Julia, une graphiste de 33 ans, a récemment connu un certain succès lors de sa collecte de congélation d'ovocytes qu'elle a décidé, comme Ali, d'entreprendre un an après avoir mis fin à une importante relation à long terme. Elle a payé 5 000 £ (5 538 €) et ils ont réussi à obtenir 10 ovocytes adaptés à la congélation. Pourtant, elle n'est que trop consciente de cette épée à double tranchant. "J'ai l'impression qu'il s'agissait moins de payer pour ma fertilité que de payer pour ma tranquillité d'esprit", explique-t-elle. "Je sais que la congélation de mes ovocytes ne garantit pas que j'aurais un bébé à l'avenir, mais cela me rend plus confiante. Je pense que toutes les femmes devraient y avoir accès. La fertilité des femmes est tellement mystifiée et de nombreuses femmes dans la vingtaine et la trentaine n'en ont aucune idée avant de commencer à essayer de concevoir, et il est alors peut-être trop tard. Je ressens une certaine force en sachant quelle est ma situation".
Voilà le hic. Je ne sais pas pour vous, mais j'entends rarement les hommes dire "j'ai perdu des années avec…" après une rupture. Pourtant, la fertilité des hommes diminue aussi avec l'âge.
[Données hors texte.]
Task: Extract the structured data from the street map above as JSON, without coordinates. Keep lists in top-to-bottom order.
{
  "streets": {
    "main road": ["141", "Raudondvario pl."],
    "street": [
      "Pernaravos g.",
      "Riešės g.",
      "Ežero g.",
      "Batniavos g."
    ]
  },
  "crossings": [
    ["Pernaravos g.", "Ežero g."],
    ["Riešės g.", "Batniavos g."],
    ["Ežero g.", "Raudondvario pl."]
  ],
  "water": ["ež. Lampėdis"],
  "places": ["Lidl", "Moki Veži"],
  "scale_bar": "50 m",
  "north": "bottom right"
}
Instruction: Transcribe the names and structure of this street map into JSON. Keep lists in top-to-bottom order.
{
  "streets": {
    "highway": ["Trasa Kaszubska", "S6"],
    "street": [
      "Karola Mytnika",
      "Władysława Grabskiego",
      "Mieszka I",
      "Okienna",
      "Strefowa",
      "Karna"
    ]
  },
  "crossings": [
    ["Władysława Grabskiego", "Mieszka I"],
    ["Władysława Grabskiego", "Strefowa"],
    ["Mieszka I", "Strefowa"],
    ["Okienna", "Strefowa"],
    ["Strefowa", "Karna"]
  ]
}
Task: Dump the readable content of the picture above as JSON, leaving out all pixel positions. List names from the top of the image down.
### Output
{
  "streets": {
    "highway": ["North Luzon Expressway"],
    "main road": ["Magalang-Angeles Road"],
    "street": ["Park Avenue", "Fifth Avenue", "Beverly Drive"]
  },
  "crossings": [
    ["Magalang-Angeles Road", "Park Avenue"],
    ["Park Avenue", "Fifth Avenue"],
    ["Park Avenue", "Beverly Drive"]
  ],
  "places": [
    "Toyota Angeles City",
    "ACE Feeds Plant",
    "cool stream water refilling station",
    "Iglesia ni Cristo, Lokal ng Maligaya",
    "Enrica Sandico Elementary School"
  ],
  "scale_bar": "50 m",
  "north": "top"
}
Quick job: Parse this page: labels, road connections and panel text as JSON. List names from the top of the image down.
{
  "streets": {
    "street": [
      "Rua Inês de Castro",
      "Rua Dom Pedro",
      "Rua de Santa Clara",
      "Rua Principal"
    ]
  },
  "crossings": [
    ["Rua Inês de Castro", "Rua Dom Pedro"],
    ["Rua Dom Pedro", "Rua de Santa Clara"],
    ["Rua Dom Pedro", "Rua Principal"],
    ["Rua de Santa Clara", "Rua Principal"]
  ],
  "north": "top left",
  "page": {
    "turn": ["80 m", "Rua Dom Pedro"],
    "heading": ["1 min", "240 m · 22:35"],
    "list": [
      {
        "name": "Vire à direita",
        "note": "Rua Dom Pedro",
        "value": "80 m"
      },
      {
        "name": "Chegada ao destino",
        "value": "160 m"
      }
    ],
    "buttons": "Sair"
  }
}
Quel que soit le chemin parcouru, les femmes sont toujours hantées par une horloge biologique invisible mais incontournable, qui plane sur nous en faisant 'tic-tac' chaque fois que nous prenons une décision concernant une relation ou une carrière. Les hommes sont également impliqués dans cette discussion, mais nous sommes généralement les seules à la mener. Il n'est pas surprenant que plus d'une personne ait repéré une opportunité de business dans ce domaine et qu'un nombre croissant de femmes qui souhaitent avoir le sentiment de pouvoir agir, d'être autonomes et, surtout, d'avoir des options, sont prêtes à payer si cela leur donne le sentiment de pouvoir gagner du temps.
Janet Lindsay, directrice générale de l'organisation caritative de recherche sur la santé des femmes, Wellbeing of Women, le formule peut-être le mieux. "Nous soutenons la décision d'une femme de prendre en main sa santé reproductive et de préserver sa fertilité dans la mesure du possible, mais il est important de reconnaître que la congélation d'ovocytes 'non médicale' n'est pas la 'police d'assurance' qu'on lui prête parfois. La congélation d'ovocytes sociale ne doit pas être considérée comme la solution miracle de la société pour ce qui est du déclin naturel de la fertilité au cours de la vie d'une femme".